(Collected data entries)

--- --- ---

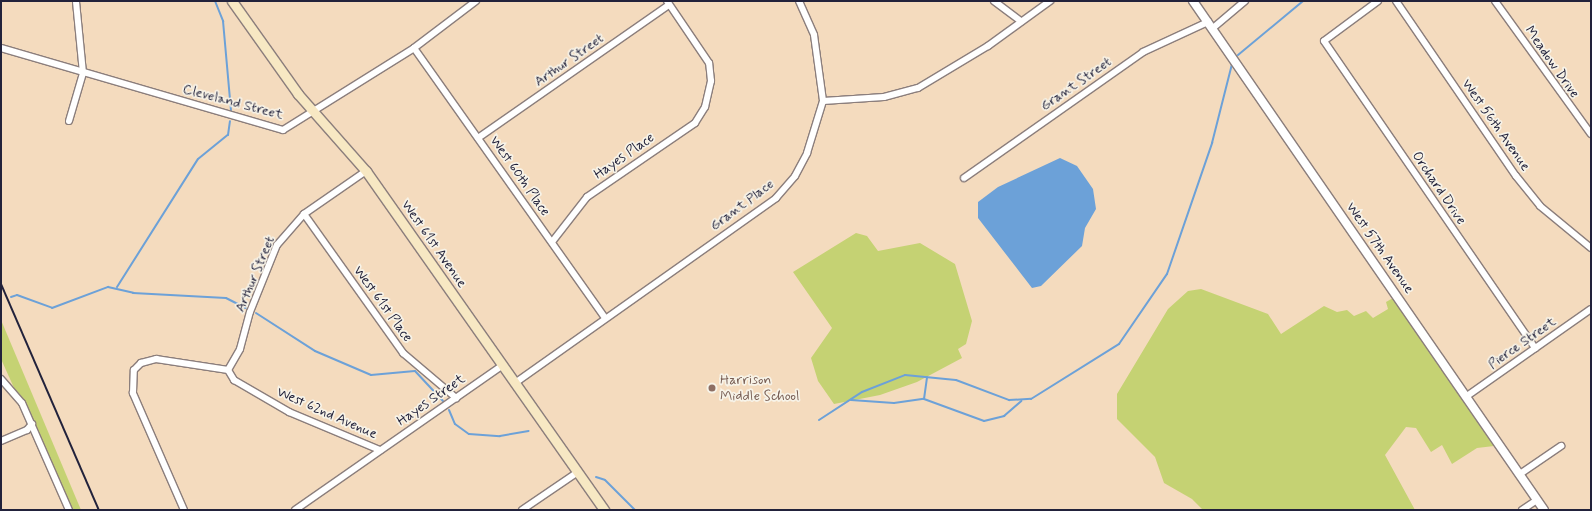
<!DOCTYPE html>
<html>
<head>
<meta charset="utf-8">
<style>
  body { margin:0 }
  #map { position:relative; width:1592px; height:511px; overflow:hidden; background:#f4dbbe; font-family:Mynerve,sans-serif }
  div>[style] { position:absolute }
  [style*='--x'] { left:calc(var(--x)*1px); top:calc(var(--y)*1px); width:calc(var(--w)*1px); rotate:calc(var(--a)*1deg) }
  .green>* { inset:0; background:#c5d273 }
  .water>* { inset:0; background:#6ca1d8 }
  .stream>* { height:2px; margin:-1px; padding:0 1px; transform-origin:1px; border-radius:1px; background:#6ca1d8 }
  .roads { filter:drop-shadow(1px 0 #8b7e7c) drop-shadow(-1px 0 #8b7e7c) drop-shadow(0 1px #8b7e7c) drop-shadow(0 -1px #8b7e7c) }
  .minor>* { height:6px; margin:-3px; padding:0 3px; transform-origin:3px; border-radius:3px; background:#fff }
  .tertiary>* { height:8px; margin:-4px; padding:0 4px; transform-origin:4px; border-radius:4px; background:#fff }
  .secondary>* { height:9px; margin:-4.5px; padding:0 4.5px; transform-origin:4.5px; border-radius:4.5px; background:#f7e8c3 }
  .rail>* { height:2px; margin:-1px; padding:0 1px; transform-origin:1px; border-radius:1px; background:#22223b }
  .dots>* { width:11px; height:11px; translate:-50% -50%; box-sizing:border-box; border:2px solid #f7f3e8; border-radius:50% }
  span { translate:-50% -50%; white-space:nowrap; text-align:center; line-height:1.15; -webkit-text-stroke:3.5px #f7f3e8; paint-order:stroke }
  .street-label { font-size:14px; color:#22223b }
  .education-label { font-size:14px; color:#785e54 }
  .left { translate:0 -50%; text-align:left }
  .frame { position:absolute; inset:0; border:2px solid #22223b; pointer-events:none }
</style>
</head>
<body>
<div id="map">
  <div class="green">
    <i style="clip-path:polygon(856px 233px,867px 236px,878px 251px,920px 243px,955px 264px,972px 321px,966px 344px,958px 349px,962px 358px,917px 382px,880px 395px,834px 404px,818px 381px,811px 358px,832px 328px,793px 272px)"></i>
    <i style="clip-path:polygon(1201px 289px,1268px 314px,1281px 334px,1324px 306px,1337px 312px,1347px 310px,1354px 316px,1366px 311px,1373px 318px,1388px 309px,1386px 302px,1393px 298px,1494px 446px,1477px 448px,1452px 464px,1442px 445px,1431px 452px,1416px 428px,1406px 427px,1385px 455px,1415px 510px,1203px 510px,1192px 499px,1164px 483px,1155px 457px,1117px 419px,1117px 394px,1168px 309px,1188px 291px)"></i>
    <i style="clip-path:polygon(1px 320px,81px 510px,69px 510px,1px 359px)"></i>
  </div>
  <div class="water">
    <i style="clip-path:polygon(1060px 158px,1077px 166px,1093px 189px,1096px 209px,1085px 228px,1082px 246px,1041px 286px,1032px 288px,978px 218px,978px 202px,998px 187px)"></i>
  </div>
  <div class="stream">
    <i style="--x:215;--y:1;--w:22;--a:68"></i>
    <i style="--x:223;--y:21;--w:90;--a:84.9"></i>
    <i style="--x:1238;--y:55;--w:85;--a:-39.7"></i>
    <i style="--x:117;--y:287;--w:151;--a:-57.7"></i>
    <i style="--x:198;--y:159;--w:38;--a:-39"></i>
    <i style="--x:228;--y:135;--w:14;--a:-82"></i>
    <i style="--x:11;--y:297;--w:6;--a:-18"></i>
    <i style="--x:17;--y:295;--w:37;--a:20"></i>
    <i style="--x:52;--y:308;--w:60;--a:-20.6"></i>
    <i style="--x:108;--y:287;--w:26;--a:13"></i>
    <i style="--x:133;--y:293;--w:93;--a:3.1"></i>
    <i style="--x:226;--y:298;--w:22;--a:27"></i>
    <i style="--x:256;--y:313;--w:70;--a:32.8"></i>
    <i style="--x:315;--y:351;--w:61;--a:23.2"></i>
    <i style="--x:371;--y:375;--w:44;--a:-5.2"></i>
    <i style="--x:415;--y:371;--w:41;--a:47"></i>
    <i style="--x:924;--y:399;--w:22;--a:-82"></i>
    <i style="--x:851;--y:400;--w:43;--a:4"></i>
    <i style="--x:894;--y:403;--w:30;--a:-8"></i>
    <i style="--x:924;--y:399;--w:64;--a:20.1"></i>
    <i style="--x:984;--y:421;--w:21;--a:-14"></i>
    <i style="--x:1004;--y:416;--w:23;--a:-41"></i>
    <i style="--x:449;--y:410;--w:15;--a:67"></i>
    <i style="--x:455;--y:424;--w:17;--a:36"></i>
    <i style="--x:469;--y:434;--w:31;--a:4"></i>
    <i style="--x:500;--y:436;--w:29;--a:-10"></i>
    <i style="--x:819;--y:420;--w:51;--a:-33.1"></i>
    <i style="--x:862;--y:392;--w:46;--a:-21.6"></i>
    <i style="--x:905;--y:375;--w:51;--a:5.6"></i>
    <i style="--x:956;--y:380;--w:57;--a:20.7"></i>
    <i style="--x:1009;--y:400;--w:22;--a:-3"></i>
    <i style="--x:1031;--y:399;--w:104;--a:-32"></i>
    <i style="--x:1119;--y:344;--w:85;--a:-55.6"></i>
    <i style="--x:1167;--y:274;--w:139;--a:-71"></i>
    <i style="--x:1212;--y:143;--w:81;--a:-75.8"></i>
    <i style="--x:596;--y:477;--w:9;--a:18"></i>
    <i style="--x:605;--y:480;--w:42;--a:45"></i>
  </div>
  <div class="roads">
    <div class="minor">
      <i style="--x:799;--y:1;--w:37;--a:66"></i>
      <i style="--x:814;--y:35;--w:67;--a:82.2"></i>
      <i style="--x:994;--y:1;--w:34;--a:37"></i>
      <i style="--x:1378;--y:1;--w:67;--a:143.5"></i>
      <i style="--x:1324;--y:41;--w:373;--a:55.5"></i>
      <i style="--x:1396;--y:1;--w:212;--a:55.6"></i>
      <i style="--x:1516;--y:176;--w:38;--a:51"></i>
      <i style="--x:1540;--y:206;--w:66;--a:39.5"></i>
      <i style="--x:1495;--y:1;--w:164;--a:54.2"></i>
      <i style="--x:1213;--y:28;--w:42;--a:-40.2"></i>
      <i style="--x:1;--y:48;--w:294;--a:16.2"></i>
      <i style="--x:283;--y:130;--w:155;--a:-32"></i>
      <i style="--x:414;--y:48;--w:78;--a:-37.2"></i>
      <i style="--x:414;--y:48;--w:331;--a:54.7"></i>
      <i style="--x:69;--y:121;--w:50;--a:-73.7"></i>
      <i style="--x:83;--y:73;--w:72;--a:-95.6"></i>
      <i style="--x:478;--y:138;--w:233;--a:-34.9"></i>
      <i style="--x:964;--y:178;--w:219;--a:-35.1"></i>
      <i style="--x:1143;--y:52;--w:72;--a:-24.8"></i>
      <i style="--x:304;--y:214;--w:171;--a:54.5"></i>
      <i style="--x:403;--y:353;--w:70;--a:40.3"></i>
      <i style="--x:552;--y:242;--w:57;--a:-52.1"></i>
      <i style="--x:587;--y:197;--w:131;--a:-34.4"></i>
      <i style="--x:695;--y:123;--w:19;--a:-58"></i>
      <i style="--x:705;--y:107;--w:27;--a:-77"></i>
      <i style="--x:711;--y:81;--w:18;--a:-96"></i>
      <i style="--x:709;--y:63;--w:75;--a:-124.1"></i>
      <i style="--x:228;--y:370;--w:24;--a:-60"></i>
      <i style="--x:240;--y:349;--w:38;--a:-75"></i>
      <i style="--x:250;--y:312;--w:72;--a:-68.1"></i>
      <i style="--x:277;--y:245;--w:41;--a:-48.9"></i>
      <i style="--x:304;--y:214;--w:75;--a:-34.7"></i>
      <i style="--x:1;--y:379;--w:32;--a:49"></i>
      <i style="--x:22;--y:403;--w:117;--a:66.3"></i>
      <i style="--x:515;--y:383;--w:320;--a:-35.3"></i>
      <i style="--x:776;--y:198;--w:29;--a:-49"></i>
      <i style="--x:795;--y:176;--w:26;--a:-62"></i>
      <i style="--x:807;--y:153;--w:54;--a:-72.9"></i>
      <i style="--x:823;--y:101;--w:61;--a:-3.8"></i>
      <i style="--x:884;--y:97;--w:35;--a:-15"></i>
      <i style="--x:918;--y:88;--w:82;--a:-31"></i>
      <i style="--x:988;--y:46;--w:77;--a:-36"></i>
      <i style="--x:1467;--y:396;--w:151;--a:-35.1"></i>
      <i style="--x:1;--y:441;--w:28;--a:-23"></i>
      <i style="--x:27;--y:430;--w:8;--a:-50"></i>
      <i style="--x:1520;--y:474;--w:50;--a:-34.3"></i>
      <i style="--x:184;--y:510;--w:128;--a:-113.6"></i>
      <i style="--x:133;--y:393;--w:23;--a:-88"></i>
      <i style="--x:134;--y:370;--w:10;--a:-45"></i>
      <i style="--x:141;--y:363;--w:16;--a:-15"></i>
      <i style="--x:156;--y:359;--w:73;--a:8.7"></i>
      <i style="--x:228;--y:370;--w:12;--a:59"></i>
      <i style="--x:234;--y:380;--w:64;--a:30.2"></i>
      <i style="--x:289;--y:412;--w:99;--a:22.7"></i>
      <i style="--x:295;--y:510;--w:254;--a:-34.9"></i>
      <i style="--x:522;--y:510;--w:68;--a:-34.2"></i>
      <i style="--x:1522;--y:510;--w:18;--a:-34"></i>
    </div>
    <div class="tertiary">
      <i style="--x:1193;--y:1;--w:618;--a:55.41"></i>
    </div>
    <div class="secondary">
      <i style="--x:232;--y:1;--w:114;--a:54.6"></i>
      <i style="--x:298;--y:94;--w:103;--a:48.6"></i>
      <i style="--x:366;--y:171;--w:414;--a:54.9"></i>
    </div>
  </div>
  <div class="rail">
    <i style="--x:1;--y:284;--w:246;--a:66.6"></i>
  </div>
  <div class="dots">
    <i style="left:712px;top:388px;background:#8d6e63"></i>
  </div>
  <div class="street-label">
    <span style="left:569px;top:60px;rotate:-35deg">Arthur Street</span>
    <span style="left:1552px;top:62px;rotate:55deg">Meadow Drive</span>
    <span style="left:1076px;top:84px;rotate:-35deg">Grant Street</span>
    <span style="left:233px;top:102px;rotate:15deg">Cleveland Street</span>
    <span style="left:1496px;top:125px;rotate:55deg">West 56th Avenue</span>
    <span style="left:624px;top:156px;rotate:-35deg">Hayes Place</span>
    <span style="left:520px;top:176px;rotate:55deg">West 60th Place</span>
    <span style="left:1439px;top:188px;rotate:56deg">Orchard Drive</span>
    <span style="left:742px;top:205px;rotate:-37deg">Grant Place</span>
    <span style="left:434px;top:244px;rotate:55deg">West 61st Avenue</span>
    <span style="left:1380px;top:248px;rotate:55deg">West 57th Avenue</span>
    <span style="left:255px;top:274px;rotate:-67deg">Arthur Street</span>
    <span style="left:383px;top:304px;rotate:54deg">West 61st Place</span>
    <span style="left:1522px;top:343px;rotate:-35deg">Pierce Street</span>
    <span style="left:431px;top:400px;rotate:-35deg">Hayes Street</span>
    <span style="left:327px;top:413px;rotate:24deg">West 62nd Avenue</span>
  </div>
  <div class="education-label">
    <span class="left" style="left:720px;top:388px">Harrison<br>Middle School</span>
  </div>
  <div class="frame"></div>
</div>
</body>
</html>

--- --- ---

WHAT THE EXERCISE ASKS:
From the entries above, print the lines beginning at the one with "position:relative; width:1592px; height:511px;" and stopping after the one with "transform-origin:1px; border-radius:1px; background:#6ca1d8", exactly as written and with nothing else.

ANSWER BELOW:
  #map { position:relative; width:1592px; height:511px; overflow:hidden; background:#f4dbbe; font-family:Mynerve,sans-serif }
  div>[style] { position:absolute }
  [style*='--x'] { left:calc(var(--x)*1px); top:calc(var(--y)*1px); width:calc(var(--w)*1px); rotate:calc(var(--a)*1deg) }
  .green>* { inset:0; background:#c5d273 }
  .water>* { inset:0; background:#6ca1d8 }
  .stream>* { height:2px; margin:-1px; padding:0 1px; transform-origin:1px; border-radius:1px; background:#6ca1d8 }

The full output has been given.